Written by Steven Milloy
Augsut 28, 2008
House Speaker Nancy Pelosi last Tuesday dismissively referred to pro-oil-drilling demonstrators chanting “Drill here! Drill now!” as the “2-cents-in-10-years-crowd.” She may have to revise her insult strategy, since it seems that some mere pro-drilling posturing by President Bush has already helped reduce the price of gas.
The “2-cents-in-10-years” slam refers to the anti-drilling environmentalists’ primary argument that even if we expanded domestic oil production, it would have only a marginal impact on gasoline prices far into the future.
Increased worldwide oil demand, a weak dollar and increased oil futures speculation are among the leading factors that have caused crude oil prices to rocket upward since last summer, reaching a peak of about $136 per barrel in mid-July. Since then, the price of oil has backed off to about $110 per barrel, a decline of almost 20 percent. Gasoline prices have also fallen from mid-July’s national average of $4.11 per gallon to late-August’s $3.73 — a decline of more than 9 percent.
Why have the prices of oil and gasoline declined so much since mid-July? It’s hard to know for sure, but let’s consider the factors that caused the price to spike in the first place.
Americans, who drive about 3 trillion miles per year, do seem to be driving less and reducing demand for gasoline, according to the latest figures from the Federal Highway Administration.
Americans drove 4.7 percent fewer miles in June 2008 than June 2007, and 53.7 billion fewer miles between November 2007 to June 2008 than over the same period a year earlier — a time when gasoline prices rose from $3.06 to $4.13. So if less driving leads to lower oil and gas prices, the data don’t show that relationship.
How about the dollar’s 8 percent rally against the Euro since mid-July? Historically, the relationship between the dollar and the Euro has been only weakly correlated with the price of oil. That is, higher-dollar/lower-Euro and lower-dollar/higher-Euro movements have correlated only about 20 percent of the time with decreases and increases, respectively, in the price of oil. Recently, however, this correlation has increased to 57 percent, indicating “a reasonably high level of common movement,” according to David Gaffen, who writes the Wall Street Journal’s Marketbeat blog. So it is possible that the dollar’s rise against the Euro may have helped reduce oil prices somewhat — but to what extent is unclear.

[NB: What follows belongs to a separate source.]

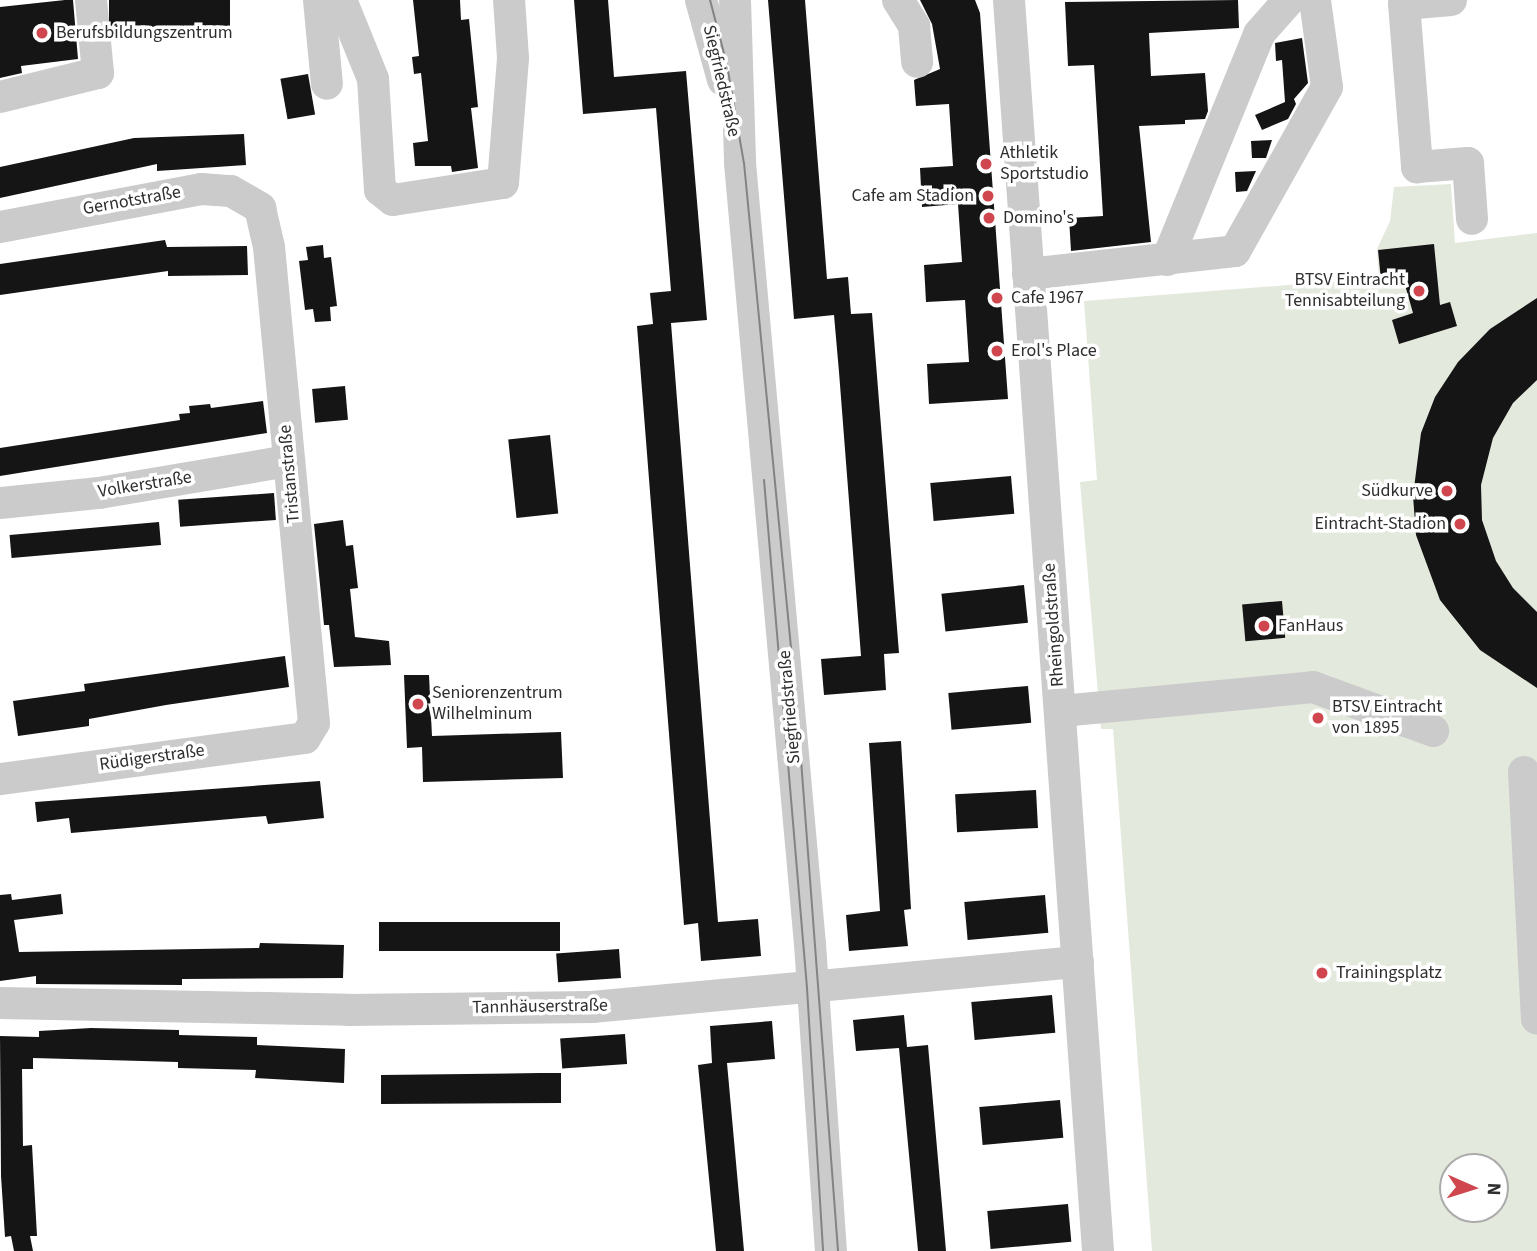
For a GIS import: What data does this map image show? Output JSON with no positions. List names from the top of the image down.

The remaining factor is oil futures speculation — which can be gauged by so-called “open interest” in crude oil, the number of futures contracts open on a given day. Since mid-July, crude oil open interest has declined by 100,000 contracts, a sign of heavy liquidation, the president of an energy risk management firm recently told the Associated Press.
So what happened in mid-July to cause oil speculators to bail out of oil? Could it have been Bush’s July 14 announcement that he was lifting the 1990 executive order barring the Department of Interior from issuing leasing rights to explore and drill for oil offshore? If Bush’s announcement was the trigger — and there doesn’t appear to be any other significant event during that time that might have caused speculators to rethink their positions — then it’s all the more remarkable since Bush’s action itself will not lead to more drilling or a major infusion of new supply.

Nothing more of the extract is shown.